This is exactly why you probably don't want to cache the data at the client. Unless each user has his own small supercomputer with 64 gb of RAM, then you need to reduce the number of rows coming across.
The fact is most users find a large report to be pretty useless. Our brains can only keep less than a dozen values in short term memory. Thus a user isn't going to be able to gleen anything useful from a huge amount of data.
They need to perform analysis, and usually analysis involves aggregated or filtered data.
Two options you can use either or in combo:
1) Implement views that pre-aggregate the data. Many DB engines have something like materialized views or the no expand option in SQL server that basically let's you pre-aggregate reports. If you are trying to avoid this, and let your addin handle this, then you are basically building a OLAP engine, and should look at algorithms used by OLAP systems(this is exactly what PowerPivot is already).
The idea is you let the DB engine do what it's good at, reduce the number of rows to an aggregated amount that's closer to what the client needs. This ensures that you are not sending a huge amount of data over the network and requiring the client to process that data and cache in ram.
2) Pass filter criteria with the WHERE criteria/SP parameters to reduce the number of rows returned only to those absolutely needed. There is room to get really creative here, more than most people reallize.

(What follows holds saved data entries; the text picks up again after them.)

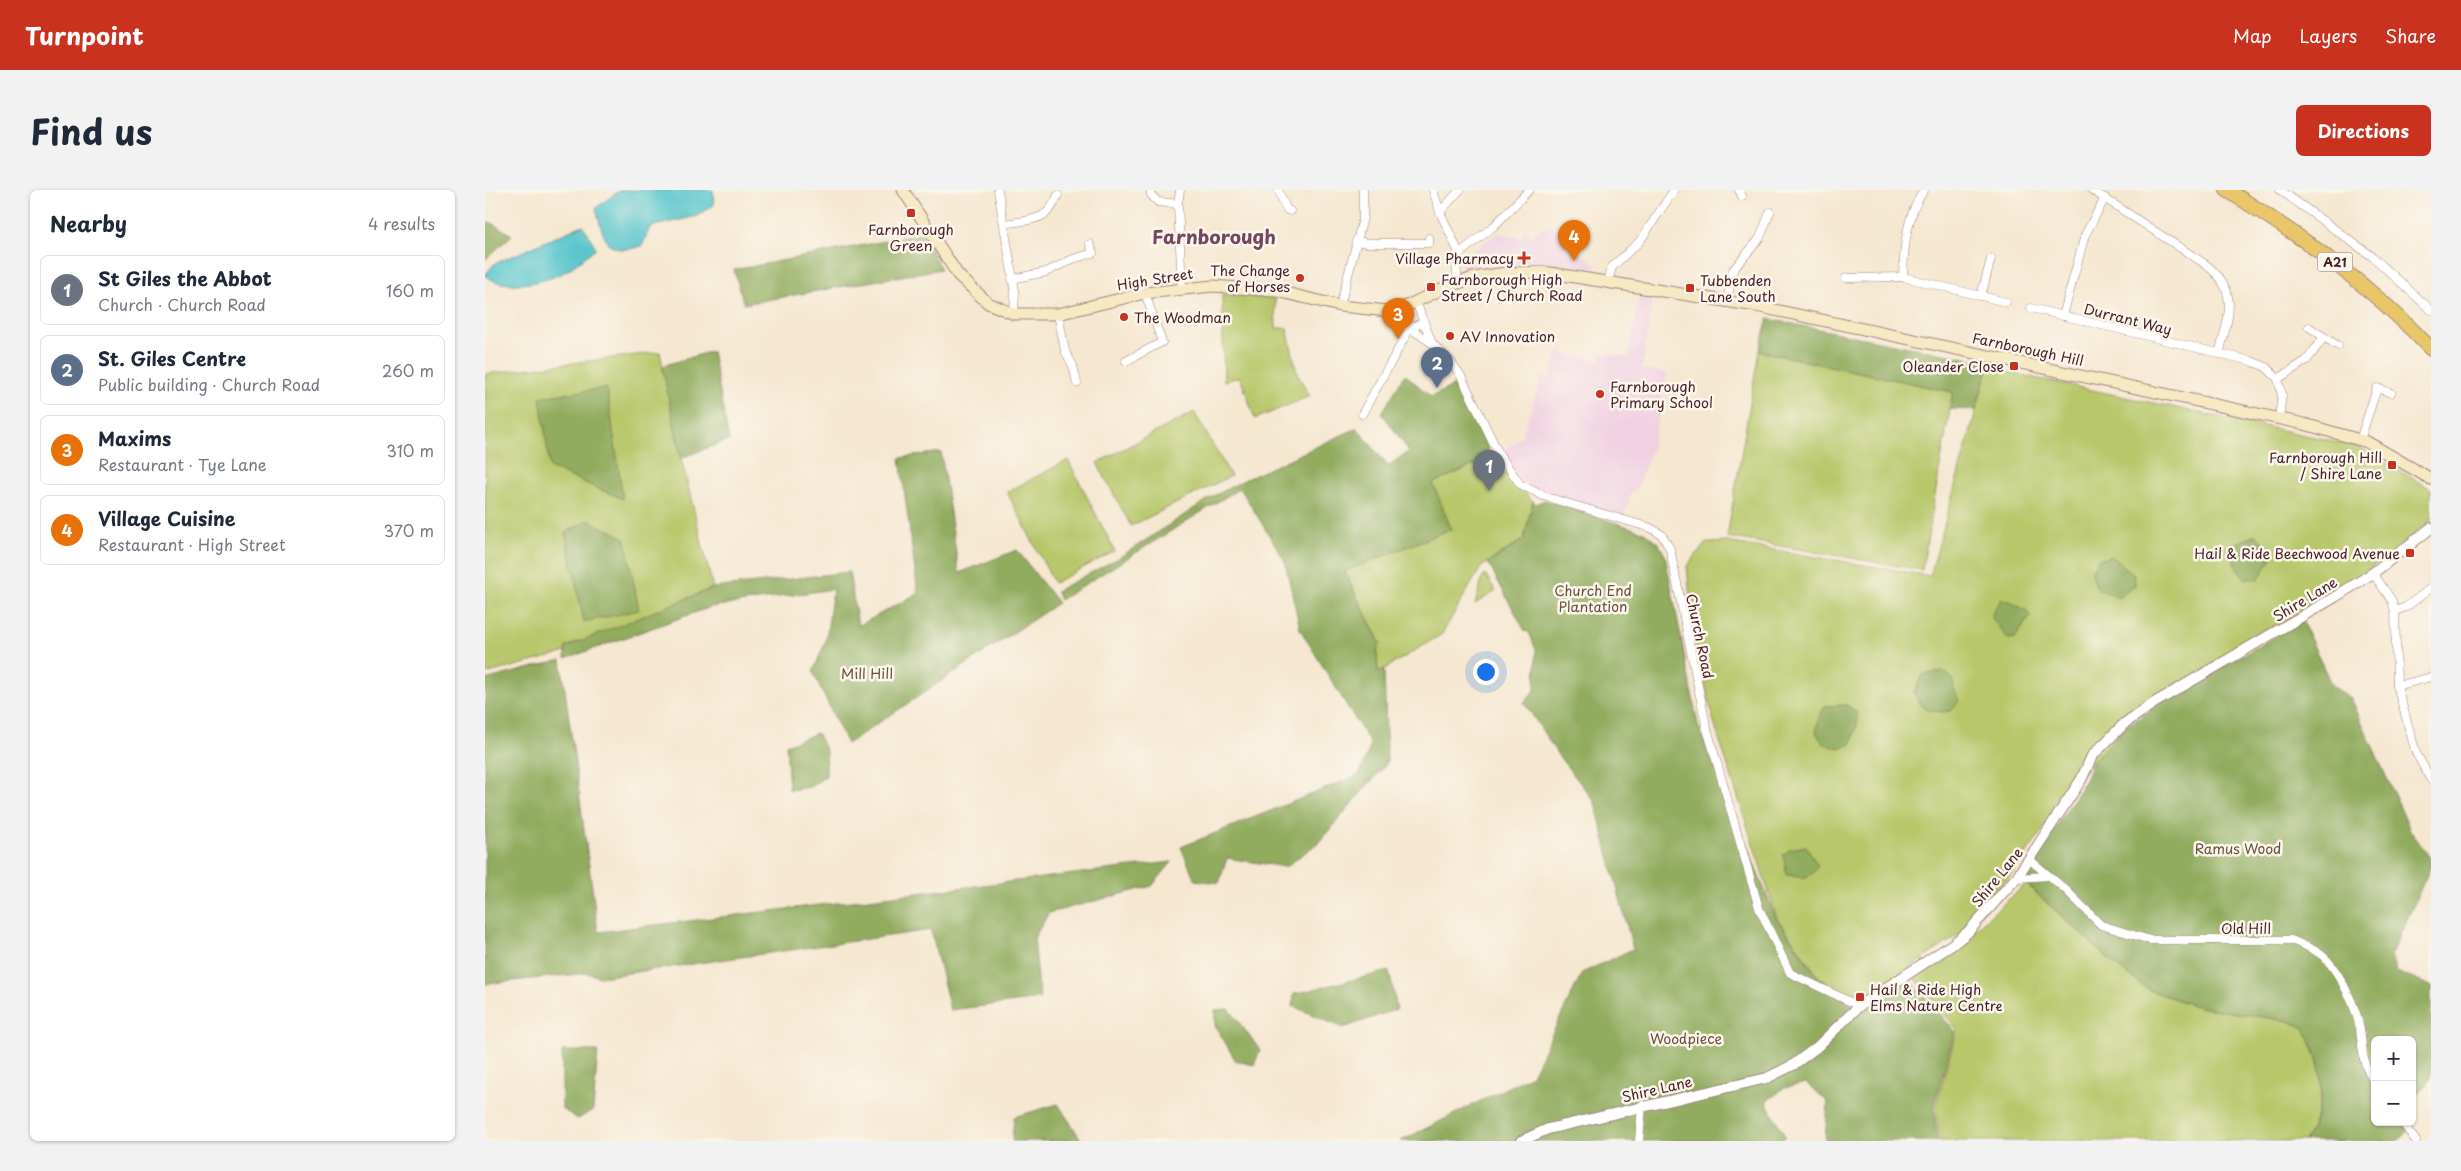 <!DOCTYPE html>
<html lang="en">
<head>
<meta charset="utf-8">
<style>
	:root { --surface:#fff; --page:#f2f2f3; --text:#1f2937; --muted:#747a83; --line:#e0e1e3; --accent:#c8321e }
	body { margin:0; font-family:"Playpen Sans",sans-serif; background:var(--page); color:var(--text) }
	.controls { position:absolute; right:15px; bottom:15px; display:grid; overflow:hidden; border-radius:8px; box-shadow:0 1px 4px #0004 }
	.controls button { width:45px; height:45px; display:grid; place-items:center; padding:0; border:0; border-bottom:1px solid var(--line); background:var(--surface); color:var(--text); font:25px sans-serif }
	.you { position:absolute; left:1000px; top:481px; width:18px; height:18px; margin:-12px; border:4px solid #fff; border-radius:50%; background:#1a73e8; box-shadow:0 0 0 8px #1a73e833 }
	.badge { display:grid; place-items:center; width:32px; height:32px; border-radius:50%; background:var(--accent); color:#fff; font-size:16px; font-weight:700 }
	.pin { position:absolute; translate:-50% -41px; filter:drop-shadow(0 1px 2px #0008) }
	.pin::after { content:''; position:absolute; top:26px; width:18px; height:15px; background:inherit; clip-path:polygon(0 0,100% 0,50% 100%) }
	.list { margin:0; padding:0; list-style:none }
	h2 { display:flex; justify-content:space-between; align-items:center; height:65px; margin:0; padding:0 20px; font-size:21px }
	h2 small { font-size:16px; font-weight:400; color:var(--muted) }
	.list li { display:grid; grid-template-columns:32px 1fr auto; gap:15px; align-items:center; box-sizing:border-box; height:70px; margin:0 10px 10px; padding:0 10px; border:1px solid var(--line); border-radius:8px }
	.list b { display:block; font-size:19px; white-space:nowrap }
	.list p { margin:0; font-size:16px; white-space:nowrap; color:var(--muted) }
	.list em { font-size:16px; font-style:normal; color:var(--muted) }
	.map { position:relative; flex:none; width:1946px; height:951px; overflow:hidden; border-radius:8px }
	header { display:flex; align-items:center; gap:30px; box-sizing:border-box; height:70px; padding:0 25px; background:var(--accent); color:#fff }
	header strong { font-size:24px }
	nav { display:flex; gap:28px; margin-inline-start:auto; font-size:18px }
	.intro { display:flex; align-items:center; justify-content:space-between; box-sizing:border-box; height:120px; padding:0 30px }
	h1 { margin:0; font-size:35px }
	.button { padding:12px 22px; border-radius:8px; background:var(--accent); color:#fff; font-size:18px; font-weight:700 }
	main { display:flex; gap:30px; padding:0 30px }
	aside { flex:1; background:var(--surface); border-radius:8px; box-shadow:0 1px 4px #0004 }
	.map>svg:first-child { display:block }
	.built { fill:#f1d0e2 }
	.green { fill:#b7c76a; stroke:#80734a }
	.forest { fill:#91ac5e; stroke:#6e6644 }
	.water { fill:#58c5cc; stroke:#51727c }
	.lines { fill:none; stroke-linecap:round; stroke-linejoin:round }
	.minor-casing { stroke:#a0837e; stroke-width:9 }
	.tertiary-casing { stroke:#a0837e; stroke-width:12 }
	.secondary-casing { stroke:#a0837e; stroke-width:13 }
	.trunk-casing { stroke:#a0837e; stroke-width:16 }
	.minor { stroke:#fff; stroke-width:8 }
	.tertiary { stroke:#fff; stroke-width:10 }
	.secondary { stroke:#f6e9c3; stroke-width:11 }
	.trunk { stroke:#e9c769; stroke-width:14 }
	.poi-dot { fill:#c8321e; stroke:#fbf7ec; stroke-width:2 }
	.labels { text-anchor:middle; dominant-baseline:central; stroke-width:5; stroke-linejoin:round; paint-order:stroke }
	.shield { fill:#fbf7ec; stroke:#7f6065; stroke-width:1 }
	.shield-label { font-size:12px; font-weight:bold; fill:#4a1f2b }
	.poi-label { font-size:14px; fill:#4a1f2b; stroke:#fbf7ec; text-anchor:start }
	.street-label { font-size:14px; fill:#4a1f2b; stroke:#fbf7ec }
	.park-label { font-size:14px; fill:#6b513e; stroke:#fbf7ec }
	.district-label { font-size:19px; font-weight:bold; fill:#764661; stroke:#fbf7ec }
</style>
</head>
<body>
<header>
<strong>Turnpoint</strong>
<nav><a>Map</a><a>Layers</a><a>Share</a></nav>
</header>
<div class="intro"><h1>Find us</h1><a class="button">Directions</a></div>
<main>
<aside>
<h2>Nearby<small>4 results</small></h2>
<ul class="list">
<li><span class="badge" style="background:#6b7280">1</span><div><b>St Giles the Abbot</b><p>Church · Church Road</p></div><em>160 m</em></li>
<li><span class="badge" style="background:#5c6f8a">2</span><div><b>St. Giles Centre</b><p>Public building · Church Road</p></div><em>260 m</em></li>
<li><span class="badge" style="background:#e8710a">3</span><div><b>Maxims</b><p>Restaurant · Tye Lane</p></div><em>310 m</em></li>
<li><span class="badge" style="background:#e8710a">4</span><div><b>Village Cuisine</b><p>Restaurant · High Street</p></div><em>370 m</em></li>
</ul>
</aside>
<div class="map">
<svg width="1946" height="951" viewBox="0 0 1946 951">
	<rect width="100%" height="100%" fill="#fbf7ec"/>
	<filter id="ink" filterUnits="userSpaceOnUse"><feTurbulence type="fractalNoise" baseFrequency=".02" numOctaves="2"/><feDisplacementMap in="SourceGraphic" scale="10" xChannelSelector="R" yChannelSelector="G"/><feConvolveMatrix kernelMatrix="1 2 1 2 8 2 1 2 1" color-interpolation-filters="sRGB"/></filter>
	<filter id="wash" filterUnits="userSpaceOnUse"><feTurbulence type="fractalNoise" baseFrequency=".0096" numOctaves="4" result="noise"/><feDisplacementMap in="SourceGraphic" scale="20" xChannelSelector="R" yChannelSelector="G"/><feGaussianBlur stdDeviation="1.12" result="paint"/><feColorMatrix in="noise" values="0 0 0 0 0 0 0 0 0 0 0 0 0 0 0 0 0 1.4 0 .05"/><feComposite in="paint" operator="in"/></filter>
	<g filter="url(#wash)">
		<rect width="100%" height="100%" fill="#f5e7d0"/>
		<g class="built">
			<path d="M1059,36L1062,39L1066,36L1112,76L1109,78L1092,77L1051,72V76L978,82L975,70L1012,43L1036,47L1040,40L1047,47Z"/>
			<path d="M1154,106L1168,108L1157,179L1182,183L1167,259L1152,298L1145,305L1139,328L1055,302L1033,287L1018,262L1037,246L1057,186L1064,189L1073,162L1115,171L1116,163L1143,167Z"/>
		</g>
		<g class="green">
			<path d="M737,104L790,109L791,138H802L812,183L825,206L770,229L755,187L739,191Z"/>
			<path d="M1274,161L1468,202L1437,380L1242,347Z"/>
			<path d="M175,162L196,268L228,398L75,464L0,484V184Z"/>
			<path d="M1503,178L1872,256L1946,299V331L1886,378L1661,515L1594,587L1538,669L1497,722L1474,745L1374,811L1335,789L1292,728L1229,533L1209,447L1202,376L1221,353L1242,352L1445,386Z"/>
			<path d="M709,222L746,286L646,336L612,273Z"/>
			<path d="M1005,268L1048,311L1039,349L996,377L957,444L893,483L892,460L895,453L859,381L966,339L948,293Z"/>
			<path d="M583,270L630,361L569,393L522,302Z"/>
			<path d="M1000,384L1011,401L990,414L998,387Z"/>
			<path d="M1541,694L1634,778L1664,800L1714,817L1804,831L1818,837C1823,843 1825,851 1828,858C1842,890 1837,921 1820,951H1454L1451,916L1472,839L1428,786L1469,758Z"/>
		</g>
		<g class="forest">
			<path d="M5,32L27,45L0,70V34Z"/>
			<path d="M436,44L456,79L259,114L249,80Z"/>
			<path d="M1283,129L1504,173L1491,220L1465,219L1468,202L1274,161Z"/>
			<path d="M227,161L244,250L196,268L177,176Z"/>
			<path d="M920,184L946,207L970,195L975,198L1003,257L1005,268L948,293L966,339L859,382L895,453L892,460L893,482L899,479L902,573L833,653L800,677L742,668L734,693L710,690L696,657L874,585L886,555L815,439L800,371L755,298L575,410L571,401L632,369L725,308L759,290L872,238L903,276L924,261L897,223Z"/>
			<path d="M122,198L138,309L65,278L55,207Z"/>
			<path d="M456,262L474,383L532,360L573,413L362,554L328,482L341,450L348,399L226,417L80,469L81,457L228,398L364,382L373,436L433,403L415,268Z"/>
			<path d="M1060,310L1159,342L1173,353L1180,365L1213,535L1291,728L1334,789L1374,813L1424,789L1470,841L1449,916L1452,951H1340L1343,912L1321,893L1299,898L1281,912L1300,946L1297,951H916L1047,885L1097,783L1148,759L1110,612L1073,565L1039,512L1050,500L1051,460L1044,442L1040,441L1003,373L1039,349L1048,311L1050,314Z"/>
			<path d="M103,330L140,348L154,420L99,432L80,343Z"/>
			<path d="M1770,345L1788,360L1786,370L1773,389L1760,388L1751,377L1745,364L1752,353Z"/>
			<path d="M1626,366L1649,384L1650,395L1633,408L1612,398L1606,382L1613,370Z"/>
			<path d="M1517,409C1527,410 1531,417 1540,419L1545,426L1530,448L1523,449L1507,428L1508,421Z"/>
			<path d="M1817,431L1847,496L1866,508L1925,640L1946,669V676L1906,765L1911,782L1946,796V889L1927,909V850H1890V932H1921L1925,938L1913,951H1820C1838,921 1842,891 1828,858C1825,851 1823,843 1818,837L1804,831L1714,817L1664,800L1634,778L1535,688L1560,655L1599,592L1610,568L1643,536L1673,514Z"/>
			<path d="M76,470L113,742L687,672L667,696L564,723L549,748L555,809L465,820L446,740L116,787L102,783L0,794V490Z"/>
			<path d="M1458,481L1468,489L1469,499L1474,511L1466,521L1455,522L1439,519L1429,503L1437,485Z"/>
			<path d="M1362,515L1372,523V535L1366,554L1354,558L1339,554L1331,543L1334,527L1340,516Z"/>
			<path d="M332,543L341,561V586L325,597L304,600L301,555Z"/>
			<path d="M1321,656L1333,676L1328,683L1319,688L1302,685L1298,665L1305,659Z"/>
			<path d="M904,781L912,819L858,838L808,816L809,804Z"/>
			<path d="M744,819L775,860L769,875L751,871L730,836V820Z"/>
			<path d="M77,861H113L108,920L93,929L77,919Z"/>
			<path d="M573,914L597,951H527L529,927Z"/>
		</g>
		<g class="water">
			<path d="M135,0H228L229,15L212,26L165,37L157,56C120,67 119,49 111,18Z"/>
			<path d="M98,35L111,58C100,67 89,77 76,84C56,93 17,101 0,85L9,74Z"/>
		</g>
	</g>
	<g filter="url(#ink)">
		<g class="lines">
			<g class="minor-casing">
				<g id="minor">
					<path d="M513,0L530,101L529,124"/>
					<path d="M666,0V5L673,12L693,14"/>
					<path d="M695,0L693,14L697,98"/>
					<path d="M793,0L802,20L805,21"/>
					<path d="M948,0L955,22L974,63"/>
					<path d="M1254,0L1257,6"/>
					<path d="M1607,0L1720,74C1756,100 1743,128 1734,164"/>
					<path d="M1795,0L1888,67L1946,120"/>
					<path d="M955,22L975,0"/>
					<path d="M519,34C546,29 562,33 573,5"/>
					<path d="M871,51L882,53H944V48"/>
					<path d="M1418,87C1419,56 1421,27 1439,0"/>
					<path d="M1361,88L1418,87L1521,112"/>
					<path d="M527,89L561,82L588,69L608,63L605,54"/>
					<path d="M973,92L970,67L1009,36L1044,0"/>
					<path d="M1123,92L1127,77L1155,51L1189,0"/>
					<path d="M1496,106L1506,69"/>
					<path d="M1242,111L1248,80L1275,48L1285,22"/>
					<path d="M931,112L947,153L967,173L976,186L1014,264L1035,294L1058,306L1166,338L1177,345L1185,359L1221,535L1274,718L1305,783L1374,816"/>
					<path d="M855,116L878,28V0"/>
					<path d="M1546,118L1766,171L1781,177L1793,189"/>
					<path d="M903,121L909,128L947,153"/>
					<path d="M573,124L580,161L588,176L592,193"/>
					<path d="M1578,126L1600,45L1620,8"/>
					<path d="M1839,147L1853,156"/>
					<path d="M641,171L677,152L660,103"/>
					<path d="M877,224L925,138L939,132"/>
					<path d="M1794,228L1797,205L1793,189L1822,170L1839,147L1824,137"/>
					<path d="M1875,250L1892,198L1906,203"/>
					<path d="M1888,383L1907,411L1910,421L1912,496L1931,563L1946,590"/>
					<path d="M1910,421L1921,417L1946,398"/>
					<path d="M1912,496L1946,487"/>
					<path d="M1544,669L1581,700L1616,735L1665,750H1806C1818,755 1833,760 1842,770C1855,784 1871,817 1874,835C1879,859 1875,872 1890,893"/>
					<path d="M1531,688L1563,686"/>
					<path d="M1917,932L1931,951"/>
					<path d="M1154,951L1157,915"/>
				</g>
			</g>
			<g class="tertiary-casing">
				<path id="tertiary" d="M1036,951L1063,939L1282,888L1308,875L1332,857L1374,816L1468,754L1483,742L1531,688L1544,669L1596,590L1607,566L1640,533L1669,513L1850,407L1888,383L1946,338"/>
			</g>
			<g class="secondary-casing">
				<path id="secondary" d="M418,0L473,85L503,113L529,124H573L660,103L728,96L792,101L855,116L903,121L922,116L961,97L988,88L1021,83L1059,82L1271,116L1819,234L1882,252L1946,289"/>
			</g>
			<g class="trunk-casing">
				<path id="trunk" d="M1742,0C1816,46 1886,95 1946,159"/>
			</g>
			<use href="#minor" class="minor"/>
			<use href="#tertiary" class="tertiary"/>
			<use href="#secondary" class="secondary"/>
			<use href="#trunk" class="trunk"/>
		</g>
	</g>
	<g class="poi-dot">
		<rect x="421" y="18" width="10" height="10" rx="2.5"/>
		<path d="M1036.5 60.5h5v5h5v5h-5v5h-5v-5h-5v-5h5z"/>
		<circle cx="815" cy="88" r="5"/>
		<rect x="941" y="92" width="10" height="10" rx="2.5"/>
		<rect x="1200" y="93" width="10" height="10" rx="2.5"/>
		<circle cx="639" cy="127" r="5"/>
		<circle cx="965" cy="146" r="5"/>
		<rect x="1524" y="171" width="10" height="10" rx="2.5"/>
		<circle cx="1115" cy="204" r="5"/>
		<rect x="1902" y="270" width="10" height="10" rx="2.5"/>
		<rect x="1920" y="358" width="10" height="10" rx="2.5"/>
		<rect x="1370" y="802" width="10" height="10" rx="2.5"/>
	</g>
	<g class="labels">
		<rect class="shield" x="1832.5" y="62.5" width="35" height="19" rx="4"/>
		<g class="shield-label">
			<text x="1850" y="72">A21</text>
		</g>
		<g class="poi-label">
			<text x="426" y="39" text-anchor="middle">Farnborough<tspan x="426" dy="16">Green</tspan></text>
			<text x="1029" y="68" text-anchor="end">Village Pharmacy</text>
			<text x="805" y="80" text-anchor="end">The Change<tspan x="805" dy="16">of Horses</tspan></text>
			<text x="956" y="89">Farnborough High<tspan x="956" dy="16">Street / Church Road</tspan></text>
			<text x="1215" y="90">Tubbenden<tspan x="1215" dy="16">Lane South</tspan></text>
			<text x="649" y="127">The Woodman</text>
			<text x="975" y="146">AV Innovation</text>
			<text x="1519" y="176" text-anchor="end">Oleander Close</text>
			<text x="1125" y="196">Farnborough<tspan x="1125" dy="16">Primary School</tspan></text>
			<text x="1897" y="267" text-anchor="end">Farnborough Hill<tspan x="1897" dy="16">/ Shire Lane</tspan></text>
			<text x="1915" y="363" text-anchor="end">Hail &amp; Ride Beechwood Avenue</text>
			<text x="1385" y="799">Hail &amp; Ride High<tspan x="1385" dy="16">Elms Nature Centre</tspan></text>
		</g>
		<g class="street-label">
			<text transform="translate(670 89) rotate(-9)">High Street</text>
			<text transform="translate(1643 129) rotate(14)">Durrant Way</text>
			<text transform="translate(1543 159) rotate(12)">Farnborough Hill</text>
			<text transform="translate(1820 409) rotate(-31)">Shire Lane</text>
			<text transform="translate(1215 446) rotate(78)">Church Road</text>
			<text transform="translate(1512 687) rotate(-51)">Shire Lane</text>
			<text x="1761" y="738">Old Hill</text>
			<text transform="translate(1172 899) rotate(-13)">Shire Lane</text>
		</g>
		<g class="park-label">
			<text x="1108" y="400">Church End<tspan x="1108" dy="16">Plantation</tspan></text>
			<text x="382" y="483">Mill Hill</text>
			<text x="1753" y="658">Ramus Wood</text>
			<text x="1201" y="848">Woodpiece</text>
		</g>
		<g class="district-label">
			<text x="729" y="46">Farnborough</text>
		</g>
	</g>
</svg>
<div class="controls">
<button>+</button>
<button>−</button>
</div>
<div class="you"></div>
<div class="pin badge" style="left:1004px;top:301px;background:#6b7280">1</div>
<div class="pin badge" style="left:952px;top:198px;background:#5c6f8a">2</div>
<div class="pin badge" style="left:913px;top:149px;background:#e8710a">3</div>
<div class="pin badge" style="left:1089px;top:71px;background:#e8710a">4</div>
</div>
</main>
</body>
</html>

For example, maybe your table contains some data the user wouldn't have access to, so it makes sense to join with the authorization table(or whatever mechanism you use for access control) and filter out any data he does not have access to.
Require the user to choose filters to filter the data down to a reasonable amount.
It is a common occurrence that a user will want more data than they can swallow.
Upvotes: 1
Reputation: 38384
PowerPivot is one option which is a free addin for Excel that is optimized for aggregating(summing/counting) data in this sort of way.
It does require sufficient RAM to cache the data from the server.
Upvotes: 2